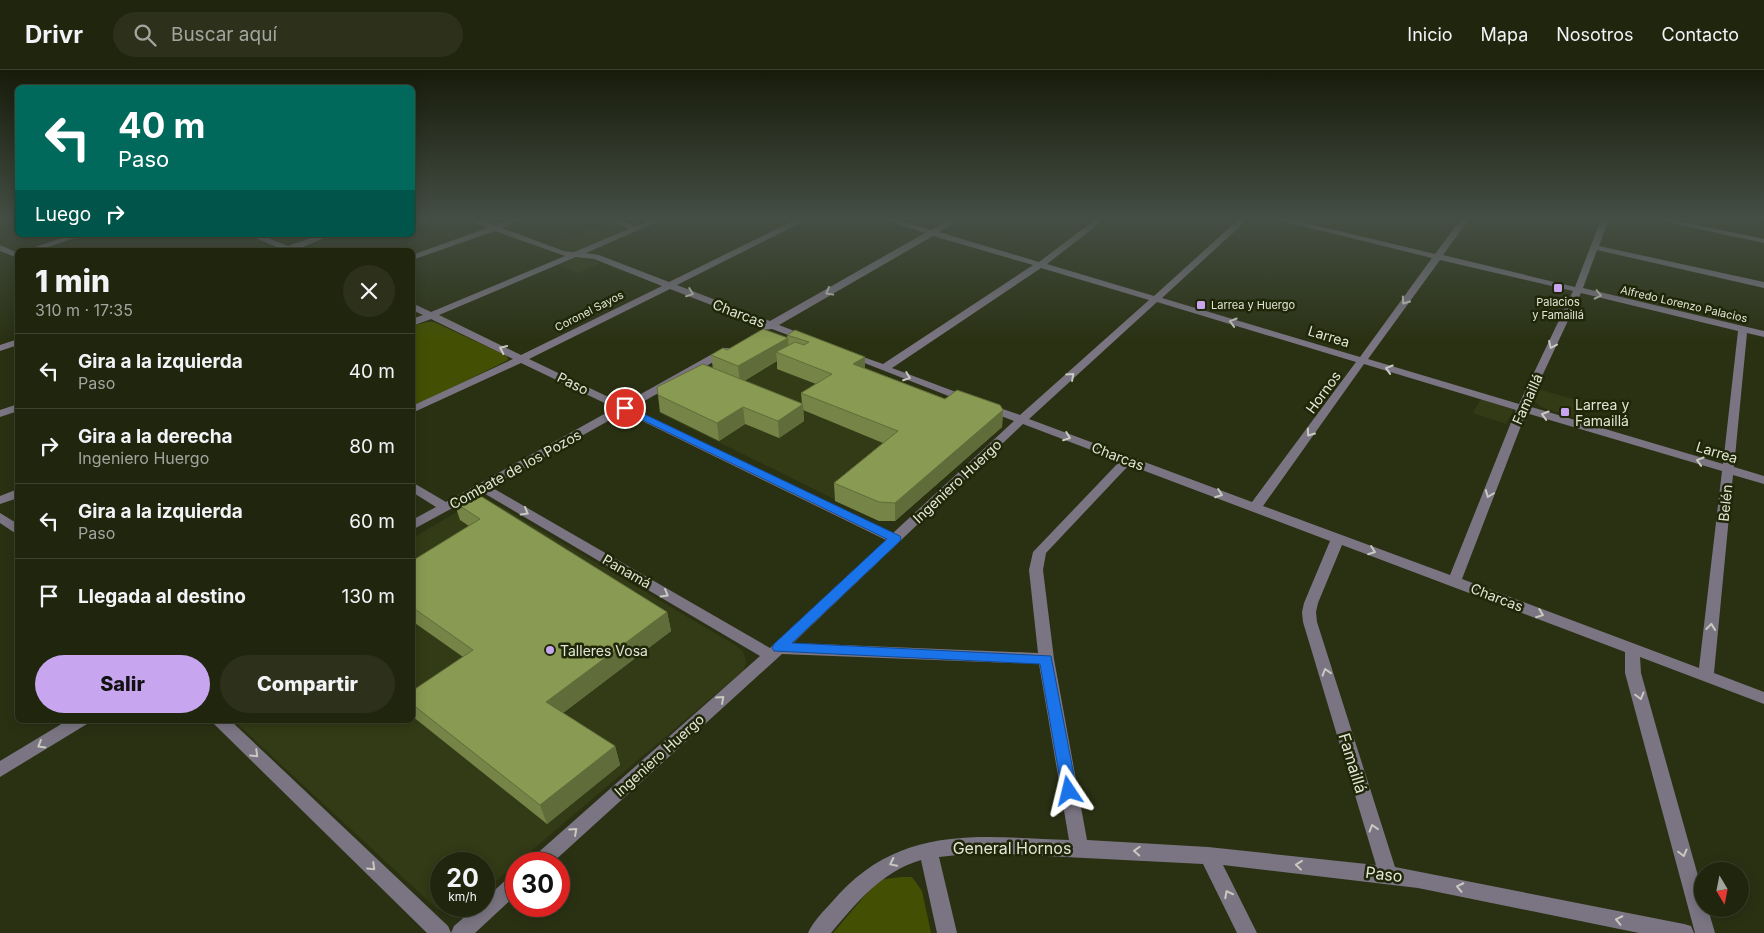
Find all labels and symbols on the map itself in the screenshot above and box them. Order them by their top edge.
marker: Palacios y Famaillá [1552,282,1564,294]
street label: Alfredo Lorenzo Palacios [1619,283,1749,325]
one-way arrow [826,286,835,296]
one-way arrow [685,287,694,298]
street label: Coronel Sayos [552,288,626,334]
one-way arrow [1594,289,1603,300]
street label: Charcas [710,295,768,331]
one-way arrow [1402,295,1411,305]
place label: Palacios y Famaillá [1532,295,1584,322]
place label: Larrea y Huergo [1211,298,1296,312]
marker: Larrea y Huergo [1195,299,1207,311]
one-way arrow [1230,317,1238,327]
street label: Larrea [1306,322,1352,350]
one-way arrow [1548,340,1558,349]
one-way arrow [499,344,508,355]
one-way arrow [1385,364,1393,374]
street label: Hornos [1302,367,1344,417]
street label: Paso [555,368,591,398]
one-way arrow [902,371,911,381]
street label: Famaillá [1508,371,1546,427]
one-way arrow [1065,373,1074,382]
pin [604,387,646,429]
place label: Larrea y Famaillá [1575,396,1629,429]
marker: Larrea y Famaillá [1559,406,1571,418]
one-way arrow [1541,410,1549,420]
street label: Combate de los Pozos [446,426,584,512]
one-way arrow [1307,427,1316,437]
one-way arrow [1062,431,1071,441]
street label: Ingeniero Huergo [909,436,1005,526]
street label: Charcas [1089,438,1147,474]
street label: Larrea [1694,438,1740,466]
one-way arrow [1697,457,1705,467]
street label: Belén [1715,484,1735,522]
one-way arrow [1214,488,1223,498]
one-way arrow [1484,489,1495,498]
one-way arrow [519,506,528,516]
one-way arrow [1367,545,1375,555]
street label: Panamá [600,550,654,592]
street label: Charcas [1468,579,1526,615]
one-way arrow [660,587,669,597]
one-way arrow [1535,608,1544,618]
one-way arrow [1706,623,1717,631]
place label: Talleres Vosa [560,642,648,659]
marker: Talleres Vosa [544,644,556,656]
one-way arrow [1321,669,1331,677]
one-way arrow [1634,691,1644,700]
one-way arrow [716,696,725,705]
street label: Ingeniero Huergo [611,710,707,800]
street label: Famaillá [1334,731,1372,795]
one-way arrow [37,738,46,748]
one-way arrow [249,748,258,757]
position arrow [1042,764,1094,816]
one-way arrow [1369,824,1379,832]
one-way arrow [569,828,578,837]
street label: General Hornos [953,838,1071,858]
one-way arrow [1133,846,1141,857]
one-way arrow [1677,848,1688,857]
speed limit sign: 30 [505,852,570,917]
one-way arrow [890,857,899,867]
one-way arrow [1295,860,1303,871]
one-way arrow [366,861,375,870]
street label: Paso [1364,862,1404,886]
north arrow [1694,862,1749,918]
one-way arrow [1455,882,1464,893]
one-way arrow [1223,890,1234,899]
one-way arrow [1615,915,1623,925]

Work task -
Print out the records in full and exactly, dropping every picture.

Result of this exercise -
Find all labels and symbols on the map itself in the screenshot above and box them. Order them by their top edge.
marker: Palacios y Famaillá [1552,282,1564,294]
street label: Alfredo Lorenzo Palacios [1619,283,1749,325]
one-way arrow [826,286,835,296]
one-way arrow [685,287,694,298]
street label: Coronel Sayos [552,288,626,334]
one-way arrow [1594,289,1603,300]
street label: Charcas [710,295,768,331]
one-way arrow [1402,295,1411,305]
place label: Palacios y Famaillá [1532,295,1584,322]
place label: Larrea y Huergo [1211,298,1296,312]
marker: Larrea y Huergo [1195,299,1207,311]
one-way arrow [1230,317,1238,327]
street label: Larrea [1306,322,1352,350]
one-way arrow [1548,340,1558,349]
one-way arrow [499,344,508,355]
one-way arrow [1385,364,1393,374]
street label: Hornos [1302,367,1344,417]
street label: Paso [555,368,591,398]
one-way arrow [902,371,911,381]
street label: Famaillá [1508,371,1546,427]
one-way arrow [1065,373,1074,382]
pin [604,387,646,429]
place label: Larrea y Famaillá [1575,396,1629,429]
marker: Larrea y Famaillá [1559,406,1571,418]
one-way arrow [1541,410,1549,420]
street label: Combate de los Pozos [446,426,584,512]
one-way arrow [1307,427,1316,437]
one-way arrow [1062,431,1071,441]
street label: Ingeniero Huergo [909,436,1005,526]
street label: Charcas [1089,438,1147,474]
street label: Larrea [1694,438,1740,466]
one-way arrow [1697,457,1705,467]
street label: Belén [1715,484,1735,522]
one-way arrow [1214,488,1223,498]
one-way arrow [1484,489,1495,498]
one-way arrow [519,506,528,516]
one-way arrow [1367,545,1375,555]
street label: Panamá [600,550,654,592]
street label: Charcas [1468,579,1526,615]
one-way arrow [660,587,669,597]
one-way arrow [1535,608,1544,618]
one-way arrow [1706,623,1717,631]
place label: Talleres Vosa [560,642,648,659]
marker: Talleres Vosa [544,644,556,656]
one-way arrow [1321,669,1331,677]
one-way arrow [1634,691,1644,700]
one-way arrow [716,696,725,705]
street label: Ingeniero Huergo [611,710,707,800]
street label: Famaillá [1334,731,1372,795]
one-way arrow [37,738,46,748]
one-way arrow [249,748,258,757]
position arrow [1042,764,1094,816]
one-way arrow [1369,824,1379,832]
one-way arrow [569,828,578,837]
street label: General Hornos [953,838,1071,858]
one-way arrow [1133,846,1141,857]
one-way arrow [1677,848,1688,857]
speed limit sign: 30 [505,852,570,917]
one-way arrow [890,857,899,867]
one-way arrow [1295,860,1303,871]
one-way arrow [366,861,375,870]
street label: Paso [1364,862,1404,886]
north arrow [1694,862,1749,918]
one-way arrow [1455,882,1464,893]
one-way arrow [1223,890,1234,899]
one-way arrow [1615,915,1623,925]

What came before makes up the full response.